[Saved data entries]

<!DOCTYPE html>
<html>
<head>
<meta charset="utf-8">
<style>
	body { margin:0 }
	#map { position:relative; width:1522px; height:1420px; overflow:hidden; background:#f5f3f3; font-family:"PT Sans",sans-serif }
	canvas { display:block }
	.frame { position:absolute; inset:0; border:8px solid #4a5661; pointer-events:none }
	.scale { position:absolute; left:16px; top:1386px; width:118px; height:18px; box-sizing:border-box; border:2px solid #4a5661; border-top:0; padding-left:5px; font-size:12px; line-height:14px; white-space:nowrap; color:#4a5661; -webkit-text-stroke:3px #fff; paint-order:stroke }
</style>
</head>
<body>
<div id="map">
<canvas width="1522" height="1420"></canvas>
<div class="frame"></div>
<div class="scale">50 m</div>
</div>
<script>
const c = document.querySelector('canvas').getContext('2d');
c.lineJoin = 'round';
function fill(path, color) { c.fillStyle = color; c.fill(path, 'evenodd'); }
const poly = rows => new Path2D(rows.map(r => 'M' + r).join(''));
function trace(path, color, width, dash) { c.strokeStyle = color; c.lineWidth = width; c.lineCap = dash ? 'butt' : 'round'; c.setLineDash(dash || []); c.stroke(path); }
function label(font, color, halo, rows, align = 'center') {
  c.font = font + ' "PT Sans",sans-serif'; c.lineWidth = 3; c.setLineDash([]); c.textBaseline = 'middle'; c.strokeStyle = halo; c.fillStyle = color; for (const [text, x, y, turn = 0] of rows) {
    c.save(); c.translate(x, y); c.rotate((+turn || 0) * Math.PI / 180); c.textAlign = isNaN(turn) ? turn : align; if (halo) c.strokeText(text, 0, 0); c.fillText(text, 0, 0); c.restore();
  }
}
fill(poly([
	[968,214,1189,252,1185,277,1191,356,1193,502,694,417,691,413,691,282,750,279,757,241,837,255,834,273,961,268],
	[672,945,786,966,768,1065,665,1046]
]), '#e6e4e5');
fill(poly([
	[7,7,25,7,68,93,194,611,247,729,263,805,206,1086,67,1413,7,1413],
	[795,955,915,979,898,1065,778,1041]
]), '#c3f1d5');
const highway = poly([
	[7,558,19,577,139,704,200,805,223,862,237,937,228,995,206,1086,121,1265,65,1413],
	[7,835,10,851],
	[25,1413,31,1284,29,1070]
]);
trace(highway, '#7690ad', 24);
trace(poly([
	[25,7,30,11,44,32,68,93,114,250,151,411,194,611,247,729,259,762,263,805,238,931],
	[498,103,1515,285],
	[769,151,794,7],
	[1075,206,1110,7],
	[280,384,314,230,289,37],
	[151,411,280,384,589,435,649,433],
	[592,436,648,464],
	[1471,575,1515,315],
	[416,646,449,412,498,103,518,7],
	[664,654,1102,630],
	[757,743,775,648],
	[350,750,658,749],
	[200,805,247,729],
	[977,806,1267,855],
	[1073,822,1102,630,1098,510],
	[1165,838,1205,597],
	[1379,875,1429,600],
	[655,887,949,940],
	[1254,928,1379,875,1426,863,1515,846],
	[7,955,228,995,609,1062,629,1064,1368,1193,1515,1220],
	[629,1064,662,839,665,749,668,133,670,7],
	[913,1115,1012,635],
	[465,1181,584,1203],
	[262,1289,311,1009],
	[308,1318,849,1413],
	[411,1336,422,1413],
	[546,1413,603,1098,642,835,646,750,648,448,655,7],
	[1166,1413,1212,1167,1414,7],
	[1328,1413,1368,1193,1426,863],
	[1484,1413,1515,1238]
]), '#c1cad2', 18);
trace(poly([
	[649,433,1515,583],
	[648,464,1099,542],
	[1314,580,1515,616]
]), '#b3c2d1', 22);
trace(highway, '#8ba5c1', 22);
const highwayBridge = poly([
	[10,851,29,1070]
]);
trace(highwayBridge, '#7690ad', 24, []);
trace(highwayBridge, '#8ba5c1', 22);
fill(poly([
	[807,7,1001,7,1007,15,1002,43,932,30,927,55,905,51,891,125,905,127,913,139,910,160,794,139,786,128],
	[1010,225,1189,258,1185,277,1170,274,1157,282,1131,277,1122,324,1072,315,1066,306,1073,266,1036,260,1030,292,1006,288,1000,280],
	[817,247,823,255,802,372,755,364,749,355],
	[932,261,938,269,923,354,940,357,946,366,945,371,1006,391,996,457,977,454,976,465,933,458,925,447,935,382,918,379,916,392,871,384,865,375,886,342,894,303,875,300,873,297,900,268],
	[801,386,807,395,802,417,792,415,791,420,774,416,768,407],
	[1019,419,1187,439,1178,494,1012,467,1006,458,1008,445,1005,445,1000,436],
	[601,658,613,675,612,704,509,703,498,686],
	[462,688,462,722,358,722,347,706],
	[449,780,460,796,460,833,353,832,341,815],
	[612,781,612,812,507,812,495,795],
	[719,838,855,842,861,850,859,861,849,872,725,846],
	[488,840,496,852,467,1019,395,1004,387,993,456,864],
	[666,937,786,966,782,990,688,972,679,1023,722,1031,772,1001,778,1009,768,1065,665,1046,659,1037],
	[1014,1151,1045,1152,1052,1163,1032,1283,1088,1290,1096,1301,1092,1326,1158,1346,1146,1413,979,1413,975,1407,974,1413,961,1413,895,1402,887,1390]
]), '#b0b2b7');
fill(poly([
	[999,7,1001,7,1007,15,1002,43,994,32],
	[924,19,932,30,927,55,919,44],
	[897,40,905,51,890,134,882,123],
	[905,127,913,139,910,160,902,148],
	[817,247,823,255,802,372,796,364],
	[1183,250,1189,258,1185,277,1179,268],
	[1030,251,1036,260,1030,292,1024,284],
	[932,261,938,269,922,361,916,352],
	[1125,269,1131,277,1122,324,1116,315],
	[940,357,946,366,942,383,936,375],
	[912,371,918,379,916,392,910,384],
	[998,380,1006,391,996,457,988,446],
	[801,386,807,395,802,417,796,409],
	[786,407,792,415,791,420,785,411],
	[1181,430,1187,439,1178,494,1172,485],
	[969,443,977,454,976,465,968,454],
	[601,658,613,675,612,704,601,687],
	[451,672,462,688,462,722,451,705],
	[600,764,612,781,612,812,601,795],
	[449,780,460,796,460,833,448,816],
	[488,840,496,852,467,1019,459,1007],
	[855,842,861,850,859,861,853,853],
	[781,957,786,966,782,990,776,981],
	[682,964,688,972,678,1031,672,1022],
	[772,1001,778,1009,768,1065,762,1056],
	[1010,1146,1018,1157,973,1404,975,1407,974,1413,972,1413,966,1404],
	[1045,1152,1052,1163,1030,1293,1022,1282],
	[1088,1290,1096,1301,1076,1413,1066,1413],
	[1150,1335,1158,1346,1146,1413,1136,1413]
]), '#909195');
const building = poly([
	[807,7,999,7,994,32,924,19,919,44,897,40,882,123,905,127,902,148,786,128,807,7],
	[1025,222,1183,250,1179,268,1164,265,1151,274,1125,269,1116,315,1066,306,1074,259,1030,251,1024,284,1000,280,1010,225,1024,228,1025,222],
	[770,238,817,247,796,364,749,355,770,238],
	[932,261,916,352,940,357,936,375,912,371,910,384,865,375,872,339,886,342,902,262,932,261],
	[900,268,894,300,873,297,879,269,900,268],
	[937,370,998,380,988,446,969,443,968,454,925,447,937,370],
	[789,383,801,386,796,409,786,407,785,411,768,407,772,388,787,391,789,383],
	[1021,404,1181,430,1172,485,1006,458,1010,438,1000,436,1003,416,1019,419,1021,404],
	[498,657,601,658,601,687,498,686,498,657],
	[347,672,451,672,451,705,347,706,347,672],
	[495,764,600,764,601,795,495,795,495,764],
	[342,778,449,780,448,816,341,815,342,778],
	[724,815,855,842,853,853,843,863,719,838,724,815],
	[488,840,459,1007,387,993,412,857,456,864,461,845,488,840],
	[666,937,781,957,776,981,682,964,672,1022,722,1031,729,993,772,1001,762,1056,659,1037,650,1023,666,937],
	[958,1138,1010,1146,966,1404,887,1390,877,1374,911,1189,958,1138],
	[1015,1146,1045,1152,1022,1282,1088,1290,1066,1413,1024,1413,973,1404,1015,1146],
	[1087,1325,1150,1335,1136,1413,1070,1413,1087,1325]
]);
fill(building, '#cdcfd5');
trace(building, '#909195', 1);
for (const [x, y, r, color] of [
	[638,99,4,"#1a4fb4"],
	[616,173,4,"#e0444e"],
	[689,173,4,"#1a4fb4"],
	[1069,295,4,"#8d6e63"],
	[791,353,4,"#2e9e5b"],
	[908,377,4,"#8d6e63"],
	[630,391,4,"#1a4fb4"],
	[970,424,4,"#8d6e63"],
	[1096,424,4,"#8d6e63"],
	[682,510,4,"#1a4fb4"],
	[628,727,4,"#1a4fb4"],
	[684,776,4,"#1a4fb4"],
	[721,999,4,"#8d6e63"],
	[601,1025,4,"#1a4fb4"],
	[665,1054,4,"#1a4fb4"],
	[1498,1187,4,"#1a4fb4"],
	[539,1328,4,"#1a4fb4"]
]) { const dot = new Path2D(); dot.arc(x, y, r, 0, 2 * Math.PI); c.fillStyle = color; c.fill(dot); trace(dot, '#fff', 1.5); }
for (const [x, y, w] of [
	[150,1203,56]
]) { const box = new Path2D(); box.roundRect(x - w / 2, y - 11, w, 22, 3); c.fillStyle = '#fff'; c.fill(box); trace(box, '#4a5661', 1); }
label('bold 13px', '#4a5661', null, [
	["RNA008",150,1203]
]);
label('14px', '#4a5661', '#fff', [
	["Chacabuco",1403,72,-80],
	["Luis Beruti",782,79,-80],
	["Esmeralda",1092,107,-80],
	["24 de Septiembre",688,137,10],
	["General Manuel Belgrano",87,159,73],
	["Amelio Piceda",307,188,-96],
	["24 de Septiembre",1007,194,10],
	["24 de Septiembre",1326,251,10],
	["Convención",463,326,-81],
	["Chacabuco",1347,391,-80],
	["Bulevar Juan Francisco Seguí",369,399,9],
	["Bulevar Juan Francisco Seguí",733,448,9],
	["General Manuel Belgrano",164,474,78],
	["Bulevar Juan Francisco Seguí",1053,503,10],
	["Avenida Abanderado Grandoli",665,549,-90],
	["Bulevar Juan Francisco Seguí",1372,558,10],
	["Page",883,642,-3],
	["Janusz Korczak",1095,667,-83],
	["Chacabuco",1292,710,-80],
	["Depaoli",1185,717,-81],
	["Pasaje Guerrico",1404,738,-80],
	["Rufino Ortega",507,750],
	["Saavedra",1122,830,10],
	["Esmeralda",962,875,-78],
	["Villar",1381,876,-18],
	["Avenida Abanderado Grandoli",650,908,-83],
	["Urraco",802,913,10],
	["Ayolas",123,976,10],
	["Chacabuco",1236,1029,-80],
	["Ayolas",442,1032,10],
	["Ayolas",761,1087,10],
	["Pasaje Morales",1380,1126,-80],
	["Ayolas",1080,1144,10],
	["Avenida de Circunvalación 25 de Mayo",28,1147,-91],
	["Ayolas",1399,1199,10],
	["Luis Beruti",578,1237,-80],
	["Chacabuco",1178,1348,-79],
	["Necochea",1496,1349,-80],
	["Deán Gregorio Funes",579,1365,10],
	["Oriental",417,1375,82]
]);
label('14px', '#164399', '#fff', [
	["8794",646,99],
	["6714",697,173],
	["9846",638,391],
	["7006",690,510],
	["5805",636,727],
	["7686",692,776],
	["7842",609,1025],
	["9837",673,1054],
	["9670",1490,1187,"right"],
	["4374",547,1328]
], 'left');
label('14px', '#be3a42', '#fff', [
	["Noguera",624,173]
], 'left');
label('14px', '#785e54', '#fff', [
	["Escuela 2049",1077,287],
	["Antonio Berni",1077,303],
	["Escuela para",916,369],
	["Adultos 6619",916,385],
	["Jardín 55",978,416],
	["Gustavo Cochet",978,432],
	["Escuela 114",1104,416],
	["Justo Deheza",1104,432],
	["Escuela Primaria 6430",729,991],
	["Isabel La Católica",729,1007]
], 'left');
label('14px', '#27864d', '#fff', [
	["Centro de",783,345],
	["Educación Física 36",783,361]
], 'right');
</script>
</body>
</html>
--
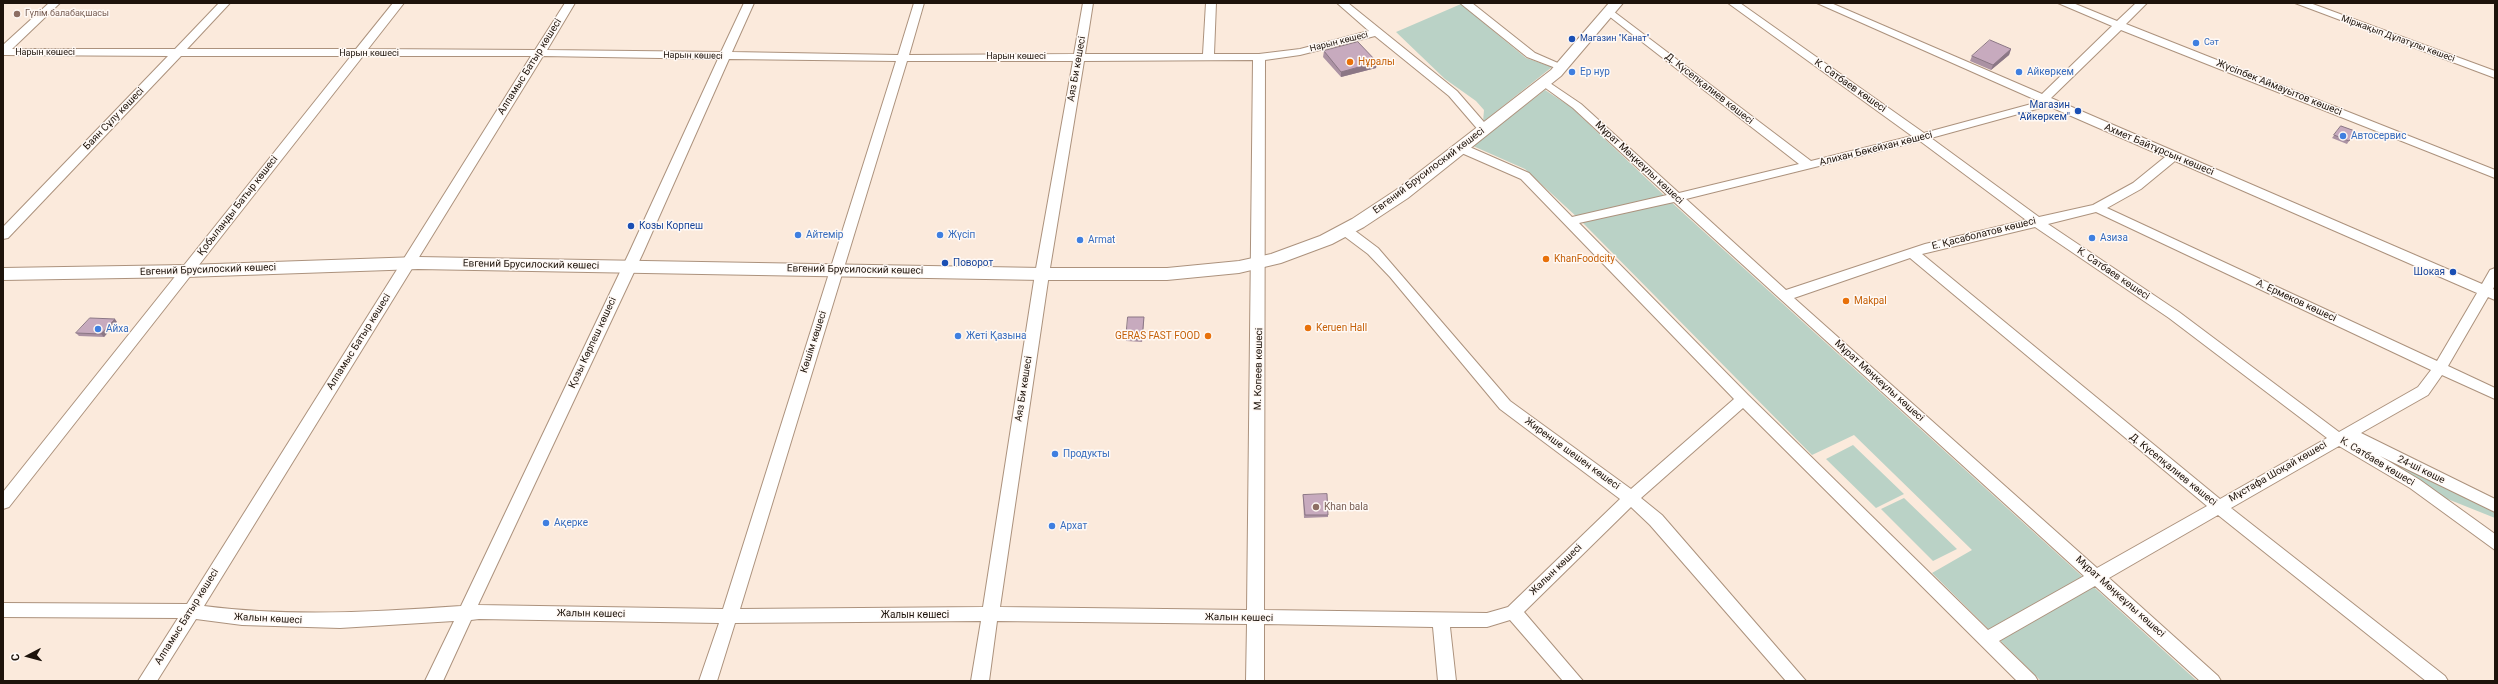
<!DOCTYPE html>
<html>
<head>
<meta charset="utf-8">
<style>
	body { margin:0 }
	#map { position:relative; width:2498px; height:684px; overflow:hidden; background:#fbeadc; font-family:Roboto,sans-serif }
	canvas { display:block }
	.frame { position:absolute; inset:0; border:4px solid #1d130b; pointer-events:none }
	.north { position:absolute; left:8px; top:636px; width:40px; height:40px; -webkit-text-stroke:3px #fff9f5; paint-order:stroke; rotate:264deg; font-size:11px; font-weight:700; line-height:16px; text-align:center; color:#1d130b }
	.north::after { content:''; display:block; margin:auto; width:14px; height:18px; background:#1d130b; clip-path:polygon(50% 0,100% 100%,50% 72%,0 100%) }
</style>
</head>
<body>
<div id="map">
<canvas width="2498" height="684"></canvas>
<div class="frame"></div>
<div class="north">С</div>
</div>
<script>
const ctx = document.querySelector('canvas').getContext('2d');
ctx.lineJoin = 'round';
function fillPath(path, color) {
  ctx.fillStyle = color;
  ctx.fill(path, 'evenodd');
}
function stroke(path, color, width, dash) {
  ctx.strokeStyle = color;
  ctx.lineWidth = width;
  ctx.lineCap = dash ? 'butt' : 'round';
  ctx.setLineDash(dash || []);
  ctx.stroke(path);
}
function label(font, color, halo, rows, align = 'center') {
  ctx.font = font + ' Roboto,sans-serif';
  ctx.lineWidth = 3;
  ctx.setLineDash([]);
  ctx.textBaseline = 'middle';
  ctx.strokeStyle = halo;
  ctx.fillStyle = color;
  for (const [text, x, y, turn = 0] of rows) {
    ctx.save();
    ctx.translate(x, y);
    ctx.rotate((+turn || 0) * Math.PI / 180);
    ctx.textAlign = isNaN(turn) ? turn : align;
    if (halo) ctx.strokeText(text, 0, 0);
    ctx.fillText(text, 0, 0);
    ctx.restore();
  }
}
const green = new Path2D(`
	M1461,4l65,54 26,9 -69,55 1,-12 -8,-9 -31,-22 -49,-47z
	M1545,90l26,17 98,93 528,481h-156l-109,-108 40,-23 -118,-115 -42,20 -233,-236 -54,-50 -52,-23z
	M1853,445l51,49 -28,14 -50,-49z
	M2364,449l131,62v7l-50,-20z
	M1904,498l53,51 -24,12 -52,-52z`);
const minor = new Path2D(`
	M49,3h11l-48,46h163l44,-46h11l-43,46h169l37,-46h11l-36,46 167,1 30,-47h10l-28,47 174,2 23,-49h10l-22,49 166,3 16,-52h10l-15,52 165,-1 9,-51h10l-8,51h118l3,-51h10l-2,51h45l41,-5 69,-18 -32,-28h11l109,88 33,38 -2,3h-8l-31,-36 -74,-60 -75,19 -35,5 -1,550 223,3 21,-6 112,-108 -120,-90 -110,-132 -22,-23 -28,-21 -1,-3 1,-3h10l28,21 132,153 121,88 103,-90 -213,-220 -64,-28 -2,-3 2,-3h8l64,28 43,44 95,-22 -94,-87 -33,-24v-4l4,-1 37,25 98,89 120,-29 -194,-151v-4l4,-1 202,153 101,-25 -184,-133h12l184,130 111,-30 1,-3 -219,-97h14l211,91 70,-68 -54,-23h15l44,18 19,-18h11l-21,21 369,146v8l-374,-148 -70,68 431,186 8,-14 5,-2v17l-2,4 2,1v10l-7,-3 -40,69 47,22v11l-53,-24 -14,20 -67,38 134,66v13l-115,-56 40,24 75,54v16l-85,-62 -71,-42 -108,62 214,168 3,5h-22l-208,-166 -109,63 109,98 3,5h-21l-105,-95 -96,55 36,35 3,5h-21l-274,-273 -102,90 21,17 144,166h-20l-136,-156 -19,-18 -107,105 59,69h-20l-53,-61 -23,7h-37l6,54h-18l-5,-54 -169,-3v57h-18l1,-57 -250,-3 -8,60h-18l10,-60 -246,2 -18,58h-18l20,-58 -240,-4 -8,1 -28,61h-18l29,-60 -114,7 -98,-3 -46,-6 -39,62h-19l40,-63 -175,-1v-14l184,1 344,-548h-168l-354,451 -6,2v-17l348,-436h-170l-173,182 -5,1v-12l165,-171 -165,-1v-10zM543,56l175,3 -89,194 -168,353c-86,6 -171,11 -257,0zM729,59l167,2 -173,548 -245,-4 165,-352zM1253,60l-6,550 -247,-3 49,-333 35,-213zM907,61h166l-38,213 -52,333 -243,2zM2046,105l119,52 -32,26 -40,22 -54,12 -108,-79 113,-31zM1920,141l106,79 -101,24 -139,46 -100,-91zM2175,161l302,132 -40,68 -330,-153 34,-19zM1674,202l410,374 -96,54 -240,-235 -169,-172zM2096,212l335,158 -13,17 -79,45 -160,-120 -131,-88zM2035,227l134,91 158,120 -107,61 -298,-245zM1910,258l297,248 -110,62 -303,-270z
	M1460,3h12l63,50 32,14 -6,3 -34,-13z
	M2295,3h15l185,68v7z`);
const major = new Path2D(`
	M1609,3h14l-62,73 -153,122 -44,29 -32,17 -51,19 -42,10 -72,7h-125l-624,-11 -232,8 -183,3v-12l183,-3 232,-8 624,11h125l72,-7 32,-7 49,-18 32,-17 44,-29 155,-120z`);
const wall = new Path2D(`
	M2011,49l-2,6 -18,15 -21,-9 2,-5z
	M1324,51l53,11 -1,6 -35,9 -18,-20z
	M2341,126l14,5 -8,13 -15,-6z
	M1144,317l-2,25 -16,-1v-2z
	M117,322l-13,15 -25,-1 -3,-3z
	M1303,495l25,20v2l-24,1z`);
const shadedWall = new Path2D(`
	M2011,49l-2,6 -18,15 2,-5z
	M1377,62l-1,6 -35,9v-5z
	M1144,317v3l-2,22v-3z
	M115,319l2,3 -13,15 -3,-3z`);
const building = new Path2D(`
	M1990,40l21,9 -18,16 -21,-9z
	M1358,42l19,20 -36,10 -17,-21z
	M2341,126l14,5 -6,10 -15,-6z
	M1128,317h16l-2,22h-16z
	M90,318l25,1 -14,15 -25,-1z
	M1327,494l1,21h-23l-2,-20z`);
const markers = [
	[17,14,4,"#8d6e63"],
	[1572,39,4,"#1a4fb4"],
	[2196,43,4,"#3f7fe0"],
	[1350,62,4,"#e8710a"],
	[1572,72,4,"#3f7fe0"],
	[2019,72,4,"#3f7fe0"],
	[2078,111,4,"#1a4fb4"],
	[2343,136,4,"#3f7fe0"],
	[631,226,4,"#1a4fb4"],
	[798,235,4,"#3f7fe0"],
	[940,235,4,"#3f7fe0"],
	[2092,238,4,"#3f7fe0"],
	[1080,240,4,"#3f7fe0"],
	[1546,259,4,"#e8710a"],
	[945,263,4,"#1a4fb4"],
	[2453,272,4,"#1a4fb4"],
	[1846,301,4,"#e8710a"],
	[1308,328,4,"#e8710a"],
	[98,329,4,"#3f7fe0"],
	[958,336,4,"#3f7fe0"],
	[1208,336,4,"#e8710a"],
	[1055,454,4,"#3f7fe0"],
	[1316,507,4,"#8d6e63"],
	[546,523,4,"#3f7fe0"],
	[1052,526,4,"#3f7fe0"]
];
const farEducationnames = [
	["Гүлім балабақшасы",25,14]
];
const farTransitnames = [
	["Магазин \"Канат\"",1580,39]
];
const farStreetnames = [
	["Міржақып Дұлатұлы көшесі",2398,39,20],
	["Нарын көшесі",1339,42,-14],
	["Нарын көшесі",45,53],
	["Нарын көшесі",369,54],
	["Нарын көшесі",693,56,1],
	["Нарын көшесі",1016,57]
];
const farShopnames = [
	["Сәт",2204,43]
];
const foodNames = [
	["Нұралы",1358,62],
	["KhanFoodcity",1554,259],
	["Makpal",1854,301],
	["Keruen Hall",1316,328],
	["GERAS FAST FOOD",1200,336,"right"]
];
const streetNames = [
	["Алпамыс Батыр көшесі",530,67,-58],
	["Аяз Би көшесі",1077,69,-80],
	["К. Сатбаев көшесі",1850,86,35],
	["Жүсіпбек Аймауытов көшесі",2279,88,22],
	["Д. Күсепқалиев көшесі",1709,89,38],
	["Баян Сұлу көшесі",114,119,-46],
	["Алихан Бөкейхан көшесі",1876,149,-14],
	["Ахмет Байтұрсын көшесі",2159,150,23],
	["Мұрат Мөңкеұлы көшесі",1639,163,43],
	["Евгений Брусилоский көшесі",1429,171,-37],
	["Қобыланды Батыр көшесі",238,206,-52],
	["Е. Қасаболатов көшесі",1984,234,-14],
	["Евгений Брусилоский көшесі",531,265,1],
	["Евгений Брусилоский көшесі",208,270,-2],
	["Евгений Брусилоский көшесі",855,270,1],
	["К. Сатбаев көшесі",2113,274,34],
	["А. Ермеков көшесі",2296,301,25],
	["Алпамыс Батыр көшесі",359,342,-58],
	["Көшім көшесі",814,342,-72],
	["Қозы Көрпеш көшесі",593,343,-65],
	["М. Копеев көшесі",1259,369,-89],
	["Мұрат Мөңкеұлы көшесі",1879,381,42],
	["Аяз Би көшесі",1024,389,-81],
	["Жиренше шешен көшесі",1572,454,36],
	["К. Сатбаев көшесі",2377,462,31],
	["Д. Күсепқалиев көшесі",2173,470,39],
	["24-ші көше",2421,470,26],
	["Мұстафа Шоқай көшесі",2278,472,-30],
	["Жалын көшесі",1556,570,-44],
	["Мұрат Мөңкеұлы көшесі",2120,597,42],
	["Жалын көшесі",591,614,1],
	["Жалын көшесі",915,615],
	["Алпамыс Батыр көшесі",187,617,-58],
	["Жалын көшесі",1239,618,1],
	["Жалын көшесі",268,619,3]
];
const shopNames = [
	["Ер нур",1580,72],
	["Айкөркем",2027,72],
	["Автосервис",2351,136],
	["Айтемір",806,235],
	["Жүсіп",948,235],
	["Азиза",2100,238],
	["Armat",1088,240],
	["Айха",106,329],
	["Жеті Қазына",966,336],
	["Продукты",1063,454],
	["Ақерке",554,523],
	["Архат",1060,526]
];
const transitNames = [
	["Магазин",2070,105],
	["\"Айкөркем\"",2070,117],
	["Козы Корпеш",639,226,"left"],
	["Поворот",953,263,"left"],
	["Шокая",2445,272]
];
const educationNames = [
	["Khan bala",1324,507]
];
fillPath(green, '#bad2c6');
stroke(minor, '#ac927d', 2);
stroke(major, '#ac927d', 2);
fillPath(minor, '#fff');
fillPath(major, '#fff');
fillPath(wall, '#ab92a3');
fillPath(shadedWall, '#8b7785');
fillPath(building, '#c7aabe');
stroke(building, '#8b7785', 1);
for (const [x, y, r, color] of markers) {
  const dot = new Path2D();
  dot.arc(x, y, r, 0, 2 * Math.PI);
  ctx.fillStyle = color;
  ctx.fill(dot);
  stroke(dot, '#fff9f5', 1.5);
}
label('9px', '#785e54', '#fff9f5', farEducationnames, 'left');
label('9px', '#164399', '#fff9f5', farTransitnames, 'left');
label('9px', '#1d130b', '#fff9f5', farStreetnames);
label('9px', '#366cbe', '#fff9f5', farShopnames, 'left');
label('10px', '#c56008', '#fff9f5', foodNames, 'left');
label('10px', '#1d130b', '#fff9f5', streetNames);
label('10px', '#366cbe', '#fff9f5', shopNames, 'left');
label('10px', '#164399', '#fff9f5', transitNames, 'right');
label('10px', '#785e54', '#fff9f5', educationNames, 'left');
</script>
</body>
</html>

§ **REQUIREMENT**: Scan the records above for the string "function", then report every line that contains it.

§ **RESULT BELOW**:
function fill(path, color) { c.fillStyle = color; c.fill(path, 'evenodd'); }
function trace(path, color, width, dash) { c.strokeStyle = color; c.lineWidth = width; c.lineCap = dash ? 'butt' : 'round'; c.setLineDash(dash || []); c.stroke(path); }
function label(font, color, halo, rows, align = 'center') {
function fillPath(path, color) {
function stroke(path, color, width, dash) {
function label(font, color, halo, rows, align = 'center') {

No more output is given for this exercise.